◆ WHAT YOU SHOULD DO: Repeat the records below verbatim, and do not copy their pictures.

──────── EXERCISE MATERIAL

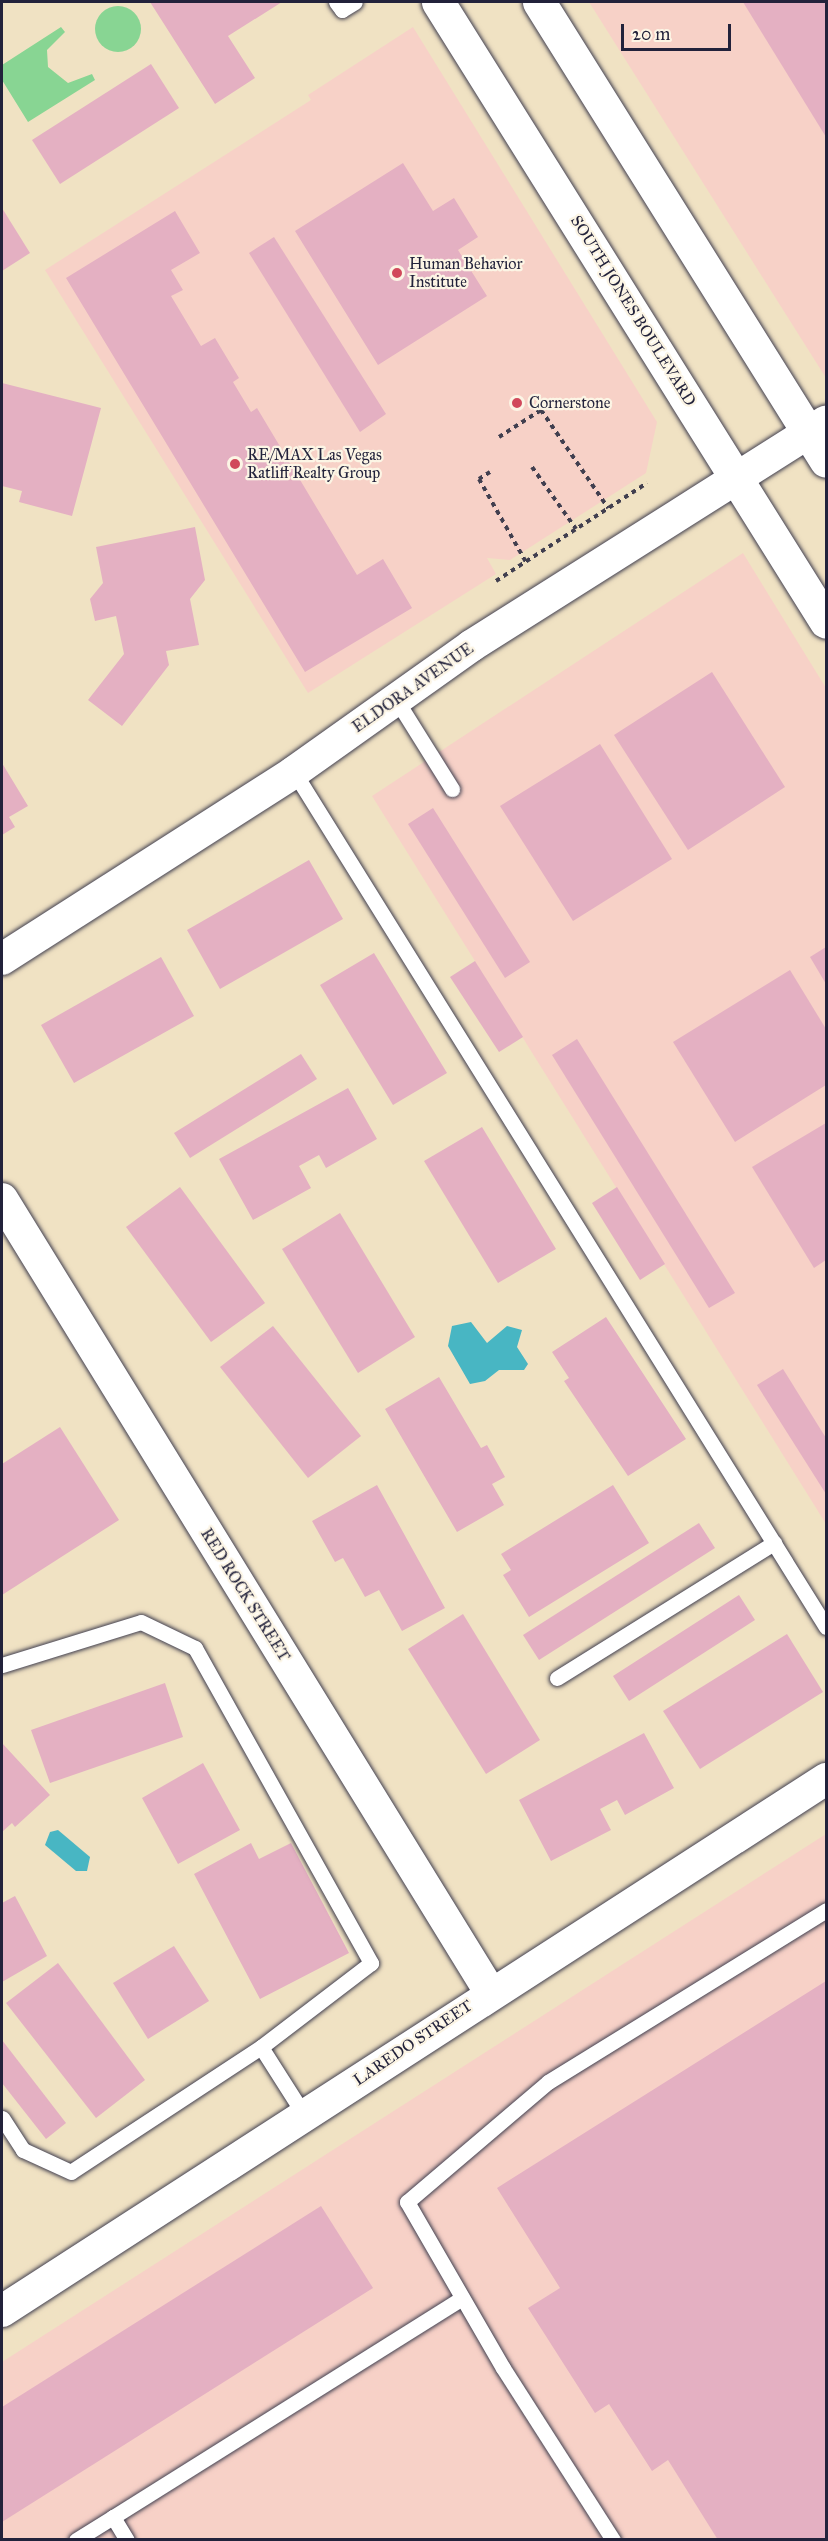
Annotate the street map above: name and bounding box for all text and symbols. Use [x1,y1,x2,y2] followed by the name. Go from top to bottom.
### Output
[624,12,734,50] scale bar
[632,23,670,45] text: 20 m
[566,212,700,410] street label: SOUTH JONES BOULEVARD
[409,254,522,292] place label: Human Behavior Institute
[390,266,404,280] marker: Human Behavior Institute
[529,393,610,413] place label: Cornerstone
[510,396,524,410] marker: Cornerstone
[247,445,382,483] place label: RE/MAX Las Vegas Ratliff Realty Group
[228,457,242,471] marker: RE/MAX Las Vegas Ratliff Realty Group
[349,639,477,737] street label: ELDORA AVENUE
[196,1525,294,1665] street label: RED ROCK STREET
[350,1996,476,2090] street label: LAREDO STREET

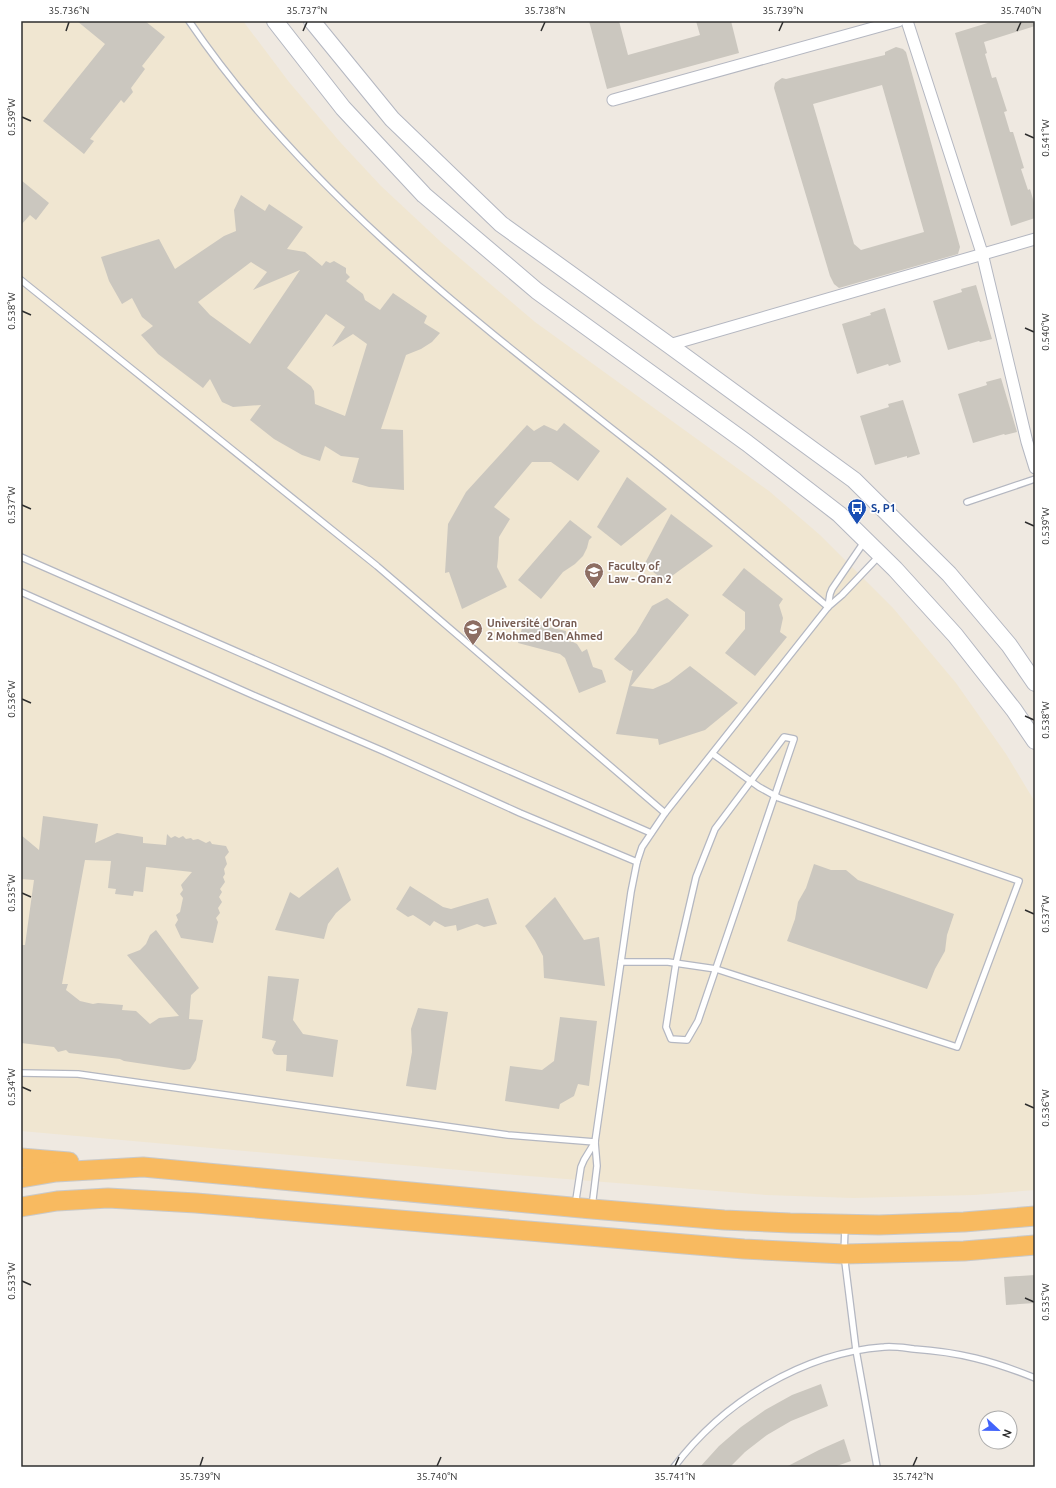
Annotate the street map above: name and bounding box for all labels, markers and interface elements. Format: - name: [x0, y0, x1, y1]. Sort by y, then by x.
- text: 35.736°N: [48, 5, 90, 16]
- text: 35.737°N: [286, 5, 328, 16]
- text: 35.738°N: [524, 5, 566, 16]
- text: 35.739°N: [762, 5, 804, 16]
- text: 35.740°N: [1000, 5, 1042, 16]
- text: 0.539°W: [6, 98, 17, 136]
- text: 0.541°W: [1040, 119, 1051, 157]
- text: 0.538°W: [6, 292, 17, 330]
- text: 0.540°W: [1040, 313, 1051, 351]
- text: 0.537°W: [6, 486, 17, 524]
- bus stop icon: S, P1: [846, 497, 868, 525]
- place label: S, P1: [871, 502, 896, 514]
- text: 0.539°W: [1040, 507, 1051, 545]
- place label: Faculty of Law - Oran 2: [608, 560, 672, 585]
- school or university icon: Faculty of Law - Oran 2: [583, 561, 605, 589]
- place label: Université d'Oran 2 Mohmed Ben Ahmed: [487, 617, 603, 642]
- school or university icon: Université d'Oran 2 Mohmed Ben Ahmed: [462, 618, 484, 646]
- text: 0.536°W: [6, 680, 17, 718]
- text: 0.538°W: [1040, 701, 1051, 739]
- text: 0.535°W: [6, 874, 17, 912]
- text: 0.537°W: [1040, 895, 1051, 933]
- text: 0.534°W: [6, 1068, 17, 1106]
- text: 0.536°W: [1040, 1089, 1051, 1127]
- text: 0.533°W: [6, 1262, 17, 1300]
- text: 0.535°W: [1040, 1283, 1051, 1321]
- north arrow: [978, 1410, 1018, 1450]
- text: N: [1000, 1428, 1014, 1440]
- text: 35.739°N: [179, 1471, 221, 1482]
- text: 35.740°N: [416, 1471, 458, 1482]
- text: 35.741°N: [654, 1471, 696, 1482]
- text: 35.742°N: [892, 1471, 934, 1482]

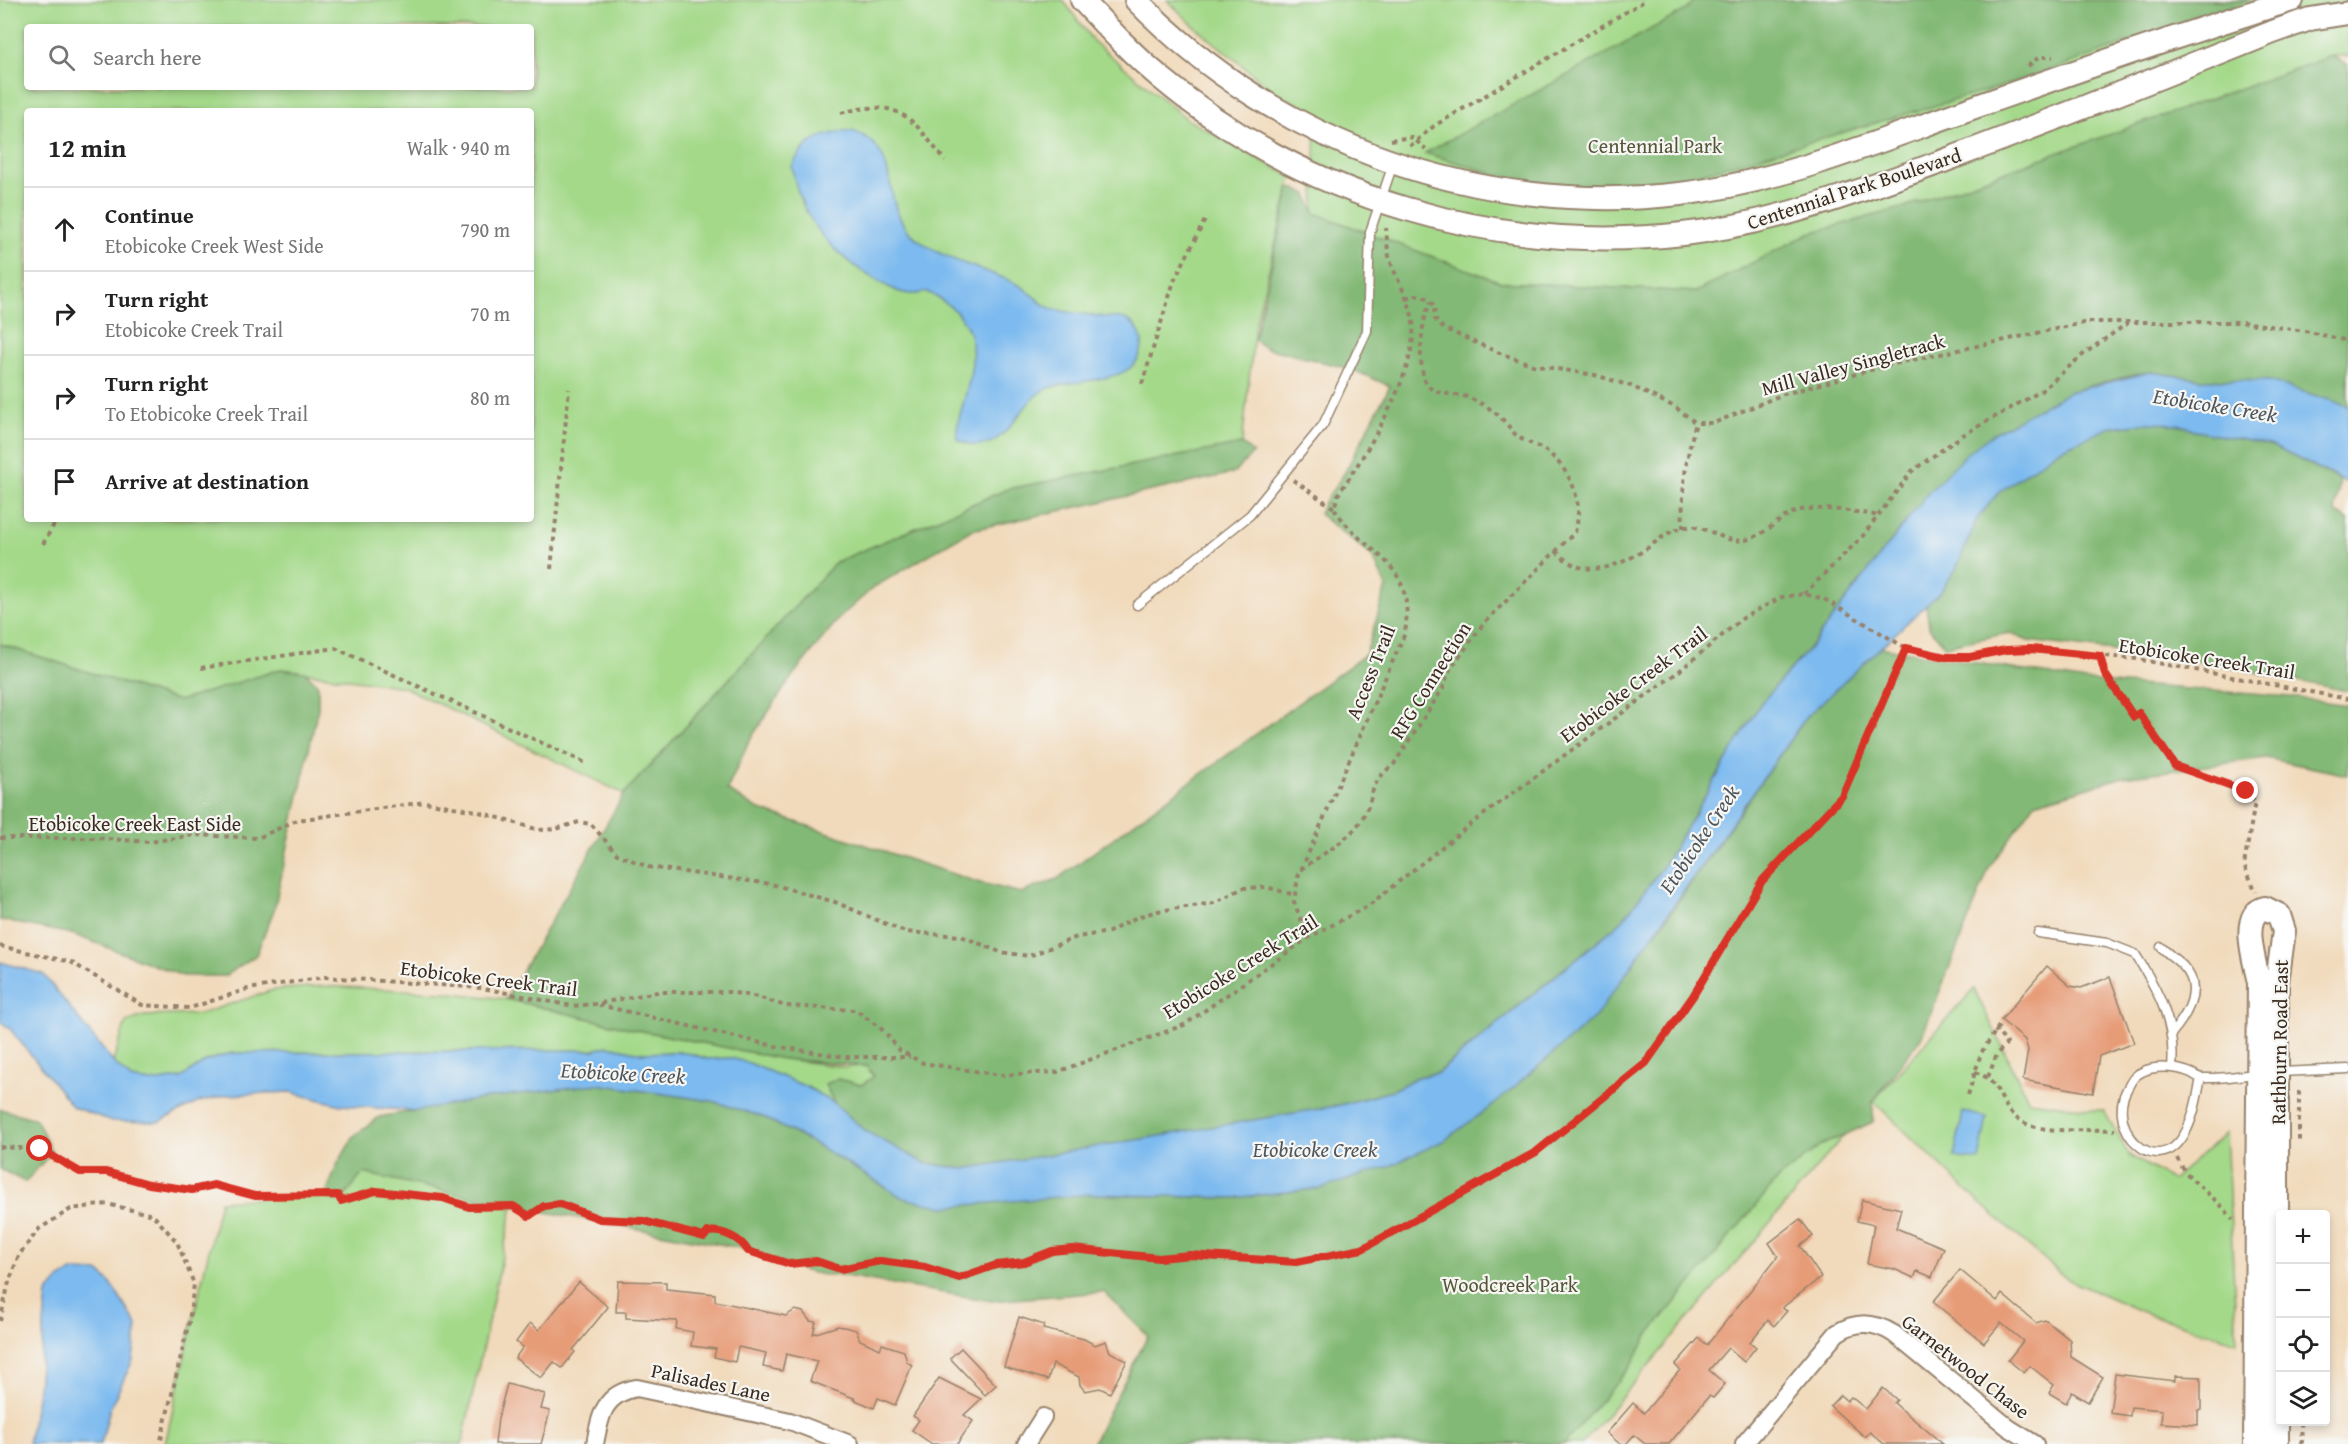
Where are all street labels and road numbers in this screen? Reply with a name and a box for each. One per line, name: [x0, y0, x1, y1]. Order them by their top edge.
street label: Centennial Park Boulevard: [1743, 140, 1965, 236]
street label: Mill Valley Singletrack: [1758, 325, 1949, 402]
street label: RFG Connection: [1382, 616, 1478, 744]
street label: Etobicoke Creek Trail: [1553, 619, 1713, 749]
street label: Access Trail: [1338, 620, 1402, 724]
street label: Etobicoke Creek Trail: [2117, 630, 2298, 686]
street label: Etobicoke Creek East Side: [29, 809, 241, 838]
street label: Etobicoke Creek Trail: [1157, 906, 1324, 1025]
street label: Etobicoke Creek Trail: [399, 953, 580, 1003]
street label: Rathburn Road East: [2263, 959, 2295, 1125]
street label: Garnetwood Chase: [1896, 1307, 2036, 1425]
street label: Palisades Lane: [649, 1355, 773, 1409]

────────────────

◆ TASK ANSWER:
Annotate the street map above: name and bounding box for all text and symbols. Use [x1,y1,x2,y2] followed by the name. Go from top to bottom.
### Output
[624,12,734,50] scale bar
[632,23,670,45] text: 20 m
[566,212,700,410] street label: SOUTH JONES BOULEVARD
[409,254,522,292] place label: Human Behavior Institute
[390,266,404,280] marker: Human Behavior Institute
[529,393,610,413] place label: Cornerstone
[510,396,524,410] marker: Cornerstone
[247,445,382,483] place label: RE/MAX Las Vegas Ratliff Realty Group
[228,457,242,471] marker: RE/MAX Las Vegas Ratliff Realty Group
[349,639,477,737] street label: ELDORA AVENUE
[196,1525,294,1665] street label: RED ROCK STREET
[350,1996,476,2090] street label: LAREDO STREET

Annotate the street map above: name and bounding box for all labels, markers and interface elements. Format: - name: [x0, y0, x1, y1]. Sort by y, then by x.
- text: 35.736°N: [48, 5, 90, 16]
- text: 35.737°N: [286, 5, 328, 16]
- text: 35.738°N: [524, 5, 566, 16]
- text: 35.739°N: [762, 5, 804, 16]
- text: 35.740°N: [1000, 5, 1042, 16]
- text: 0.539°W: [6, 98, 17, 136]
- text: 0.541°W: [1040, 119, 1051, 157]
- text: 0.538°W: [6, 292, 17, 330]
- text: 0.540°W: [1040, 313, 1051, 351]
- text: 0.537°W: [6, 486, 17, 524]
- bus stop icon: S, P1: [846, 497, 868, 525]
- place label: S, P1: [871, 502, 896, 514]
- text: 0.539°W: [1040, 507, 1051, 545]
- place label: Faculty of Law - Oran 2: [608, 560, 672, 585]
- school or university icon: Faculty of Law - Oran 2: [583, 561, 605, 589]
- place label: Université d'Oran 2 Mohmed Ben Ahmed: [487, 617, 603, 642]
- school or university icon: Université d'Oran 2 Mohmed Ben Ahmed: [462, 618, 484, 646]
- text: 0.536°W: [6, 680, 17, 718]
- text: 0.538°W: [1040, 701, 1051, 739]
- text: 0.535°W: [6, 874, 17, 912]
- text: 0.537°W: [1040, 895, 1051, 933]
- text: 0.534°W: [6, 1068, 17, 1106]
- text: 0.536°W: [1040, 1089, 1051, 1127]
- text: 0.533°W: [6, 1262, 17, 1300]
- text: 0.535°W: [1040, 1283, 1051, 1321]
- north arrow: [978, 1410, 1018, 1450]
- text: N: [1000, 1428, 1014, 1440]
- text: 35.739°N: [179, 1471, 221, 1482]
- text: 35.740°N: [416, 1471, 458, 1482]
- text: 35.741°N: [654, 1471, 696, 1482]
- text: 35.742°N: [892, 1471, 934, 1482]

Where are all street labels and road numbers in this screen? Reply with a name and a box for each. One per line, name: [x0, y0, x1, y1]. Order them by their top edge.
street label: Centennial Park Boulevard: [1743, 140, 1965, 236]
street label: Mill Valley Singletrack: [1758, 325, 1949, 402]
street label: RFG Connection: [1382, 616, 1478, 744]
street label: Etobicoke Creek Trail: [1553, 619, 1713, 749]
street label: Access Trail: [1338, 620, 1402, 724]
street label: Etobicoke Creek Trail: [2117, 630, 2298, 686]
street label: Etobicoke Creek East Side: [29, 809, 241, 838]
street label: Etobicoke Creek Trail: [1157, 906, 1324, 1025]
street label: Etobicoke Creek Trail: [399, 953, 580, 1003]
street label: Rathburn Road East: [2263, 959, 2295, 1125]
street label: Garnetwood Chase: [1896, 1307, 2036, 1425]
street label: Palisades Lane: [649, 1355, 773, 1409]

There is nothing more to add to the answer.